Regardless of what other brands are claiming, you can’t confidently use in-ear earbuds while jogging or cycling unless there is proper support, ensuring that the earpieces won’t fall. That being said, I am very curious about the sound quality of these earbuds, so let’s put them to the test.
Build Quality and Design
I know that they’re advertised as earbuds, but know that the OneOdio OpenRock Pro don’t really look like your regular TWS earbuds. What they do have in common is that both rely on a charging case and both play music into your ears from a driver, but the OneOdio OpenRock Pro are much larger and I think they’re more similar to the bone conduction headphones. I have first seen this design approach on the Bose Sport Open earbuds and the OneOdio OpenRock Pro pretty much follow the same blueprint.
We’re dealing with two completely separated earbuds made of plastic covered by a black matte finish and with a silver plate for the logo. This is not a touch-sensitive area, it’s just a design element. For control, the OneOdio OpenRock Pro relies on a couple of multi-function buttons, one on each earbud. Even so, it’s actually a really good system. If you press the button twice on the left (right) earbud button, it will lower (increase) the volume and, if you press and hold the button, it will either move to the next or to the previous track (depending on the right and left earbud button).
There is also an LED on each earbud which will start flashing blue when waiting to be paired to an audio source device and will flash very quickly when there’s an incoming phone call. And yes, you can answer the call clicking once on any of the two buttons (you can deny a call by long pressing the multi-function button). OK, now let’s address the shape of the earbuds because they’re very much unconventional looking. The idea is to rotate each OneOdio OpenRock Pro earbud on your outer ear until the silver part sits parallel to the entrance to your ear.
If you have a closer look at the device, that’s where the drivers are positioned.

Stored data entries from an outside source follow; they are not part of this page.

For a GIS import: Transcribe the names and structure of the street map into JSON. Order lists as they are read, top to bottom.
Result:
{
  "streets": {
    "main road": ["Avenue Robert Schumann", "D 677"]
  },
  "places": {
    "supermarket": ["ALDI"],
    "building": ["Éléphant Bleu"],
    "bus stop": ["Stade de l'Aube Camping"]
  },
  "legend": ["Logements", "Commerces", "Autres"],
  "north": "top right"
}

And, in order to easily put it over the auricle, a portion of the earbud’s neck is flexible and it actually gives you a nice room for adjustment. So don’t worry, you’re not going to break it, stretch away. But are they actually comfortable? What the OneOdio OpenRock Pro is trying to fix is the irritation that the regular TWS earbuds can cause to your ear canal and, obviously nothing is being shoved into the ear, so yes, they’re comfortable in that sense.
At the same time, the circular device does put some pressure on the outer ear, but then again, it’s just a little more weight than when wearing some regular sunglasses. I did wear the OneOdio OpenRock Pro while working out and there is absolutely no chance of them falling out of my ear (while the Gravastar Sirius would regularly end up on the floor).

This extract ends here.